The NLST reported a relative risk reduction in lung cancer mortality of 16% (95% confidence interval [CI], 5 to 25).7 At 10 years of followup, the NELSON trial reported 181 lung cancer deaths among participants in the screening group and 242 in the control group (incidence rate ratio [IRR], 0.75 [95% CI, 0.61 to 0.90]).8, 18 The NLST also found a reduction in all-cause mortality with LDCT screening compared with chest x-ray (IRR, 0.93 [95% CI, 0.88 to 0.99]). Results of the other trials were imprecise and did not show statistically significant differences between screening with LDCT and no screening.18

Evidence on screening interval comes from the NLST and the NELSON trial and CISNET modeling studies. The NLST screened annually for 3 years.6 The NELSON trial screened at intervals of 1 year, then 2 years, then 2.5 years.8 The CISNET modeling studies suggest that annual screening with LDCT provides greater benefit in decreasing lung cancer mortality and in life-years gained compared with biennial screening.11

Several lines of evidence suggest that screening for lung cancer in persons with lighter smoking histories (i.e., fewer than the 30 pack-year eligibility criterion of the 2014 USPSTF recommendation) and at an earlier age can increase the benefits of screening. As noted, the NELSON trial enrolled persons ages 50 to 74 years with a lighter smoking history (half a pack per day for more than 30 years or three-fourths a pack per day for more than 25 years).8 This trial provides empiric evidence for the benefit of screening for lung cancer with LDCT in younger persons with lighter pack-year smoking histories.

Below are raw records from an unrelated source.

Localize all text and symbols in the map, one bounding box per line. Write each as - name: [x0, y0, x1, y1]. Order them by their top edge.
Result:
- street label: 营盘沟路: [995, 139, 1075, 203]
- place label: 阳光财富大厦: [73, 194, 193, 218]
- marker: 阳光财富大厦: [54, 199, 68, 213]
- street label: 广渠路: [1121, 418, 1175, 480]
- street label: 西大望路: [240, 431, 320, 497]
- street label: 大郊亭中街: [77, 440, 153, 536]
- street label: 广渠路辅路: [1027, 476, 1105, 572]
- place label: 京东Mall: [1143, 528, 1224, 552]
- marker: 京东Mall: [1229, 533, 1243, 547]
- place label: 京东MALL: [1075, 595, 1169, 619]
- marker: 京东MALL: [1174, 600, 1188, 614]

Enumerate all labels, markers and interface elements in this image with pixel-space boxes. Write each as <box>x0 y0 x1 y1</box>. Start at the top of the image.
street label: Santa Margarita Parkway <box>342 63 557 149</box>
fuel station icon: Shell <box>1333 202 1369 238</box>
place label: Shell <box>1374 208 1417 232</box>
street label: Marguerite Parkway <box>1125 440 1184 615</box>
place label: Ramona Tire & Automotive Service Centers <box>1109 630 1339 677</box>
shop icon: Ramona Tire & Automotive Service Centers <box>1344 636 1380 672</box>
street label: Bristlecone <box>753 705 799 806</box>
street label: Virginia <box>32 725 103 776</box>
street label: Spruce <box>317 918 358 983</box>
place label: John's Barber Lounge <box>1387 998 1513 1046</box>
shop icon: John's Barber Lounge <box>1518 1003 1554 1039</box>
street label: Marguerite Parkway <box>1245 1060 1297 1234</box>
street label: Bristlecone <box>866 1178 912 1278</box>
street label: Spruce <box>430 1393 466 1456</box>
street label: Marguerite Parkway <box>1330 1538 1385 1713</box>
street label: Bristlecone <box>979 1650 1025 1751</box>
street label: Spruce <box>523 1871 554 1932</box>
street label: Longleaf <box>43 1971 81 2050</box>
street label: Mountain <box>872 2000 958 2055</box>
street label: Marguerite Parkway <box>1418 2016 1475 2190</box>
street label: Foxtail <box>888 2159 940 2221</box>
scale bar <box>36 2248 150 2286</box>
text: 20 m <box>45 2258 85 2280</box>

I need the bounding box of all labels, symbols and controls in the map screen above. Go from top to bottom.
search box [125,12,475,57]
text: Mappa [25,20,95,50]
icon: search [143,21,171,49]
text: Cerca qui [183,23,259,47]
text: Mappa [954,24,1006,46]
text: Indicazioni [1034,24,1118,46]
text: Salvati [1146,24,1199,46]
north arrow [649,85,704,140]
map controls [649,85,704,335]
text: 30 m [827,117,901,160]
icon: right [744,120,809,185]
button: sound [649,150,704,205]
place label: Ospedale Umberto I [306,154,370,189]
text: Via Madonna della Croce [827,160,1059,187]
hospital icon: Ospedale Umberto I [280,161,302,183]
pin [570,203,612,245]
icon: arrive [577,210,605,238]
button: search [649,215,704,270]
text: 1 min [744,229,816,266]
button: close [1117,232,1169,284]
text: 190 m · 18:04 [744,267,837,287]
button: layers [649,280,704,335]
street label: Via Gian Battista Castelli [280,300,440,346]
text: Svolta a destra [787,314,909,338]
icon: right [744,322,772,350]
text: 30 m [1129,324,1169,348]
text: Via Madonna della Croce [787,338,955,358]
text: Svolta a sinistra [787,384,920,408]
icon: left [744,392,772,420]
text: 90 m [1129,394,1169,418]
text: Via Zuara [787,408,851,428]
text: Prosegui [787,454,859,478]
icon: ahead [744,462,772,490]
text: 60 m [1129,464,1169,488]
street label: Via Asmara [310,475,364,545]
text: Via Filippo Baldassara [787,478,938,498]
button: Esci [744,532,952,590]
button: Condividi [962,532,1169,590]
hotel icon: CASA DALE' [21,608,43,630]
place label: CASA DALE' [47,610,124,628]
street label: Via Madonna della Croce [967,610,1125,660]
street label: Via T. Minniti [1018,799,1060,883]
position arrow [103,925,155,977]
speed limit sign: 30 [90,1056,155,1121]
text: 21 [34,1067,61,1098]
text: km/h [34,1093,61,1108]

The CISNET modeling studies also provide data that can help inform the ages at which to start and stop screening and pack-year eligibility criterion for lung cancer screening. The USPSTF focused on screening programs in the 1960 birth cohort (persons who are more representative of current smoking patterns compared with older cohorts) that yielded mortality reductions at least as great as the 2014 USPSTF screening program (A-55-80-30-15). For such screening programs that fall on or near the efficient frontier (i.e., they maximize benefits for any given level of LDCT screening) for both lung cancer deaths averted and life-years gained in at least three out of the four models (i.e., “consensus-efficient” programs), the majority (52%) have a minimum pack-year eligibility criterion of 20 pack-years. Almost all have a starting age of 50 or 55 years, and all have a stopping age of 80 years.11

The CISNET modeling studies suggest that the 2014 USPSTF screening program (A-55-80-30-15) would reduce lung cancer mortality by 9.8%, and avert 381 lung cancer deaths and lead to 4,882 life-years gained per 100,000 persons in the population ages 45 to 90 years over a lifetime of screening. A range of consensus-efficient screening programs using a 20 pack-year eligibility criterion would reduce lung cancer mortality by 12.1% to 14.4% and avert 469 to 558 lung cancer deaths and lead to 6,018 to 7,596 life-years gained per 100,000 persons in the population ages 45 to 90 years.11 A program that annually screens persons ages 50 to 80 years who have at least a 20 pack-year smoking history and currently smoke or have quit within the past 15 years (A-50-80-20-15) would reduce lung cancer mortality by 13.0%, avert 503 lung cancer deaths, and lead to 6,918 life-years gained. Thus, this screening program leads to important gains in lung cancer deaths averted and life-years gained, and is supported by trial data and the CISNET modeling studies.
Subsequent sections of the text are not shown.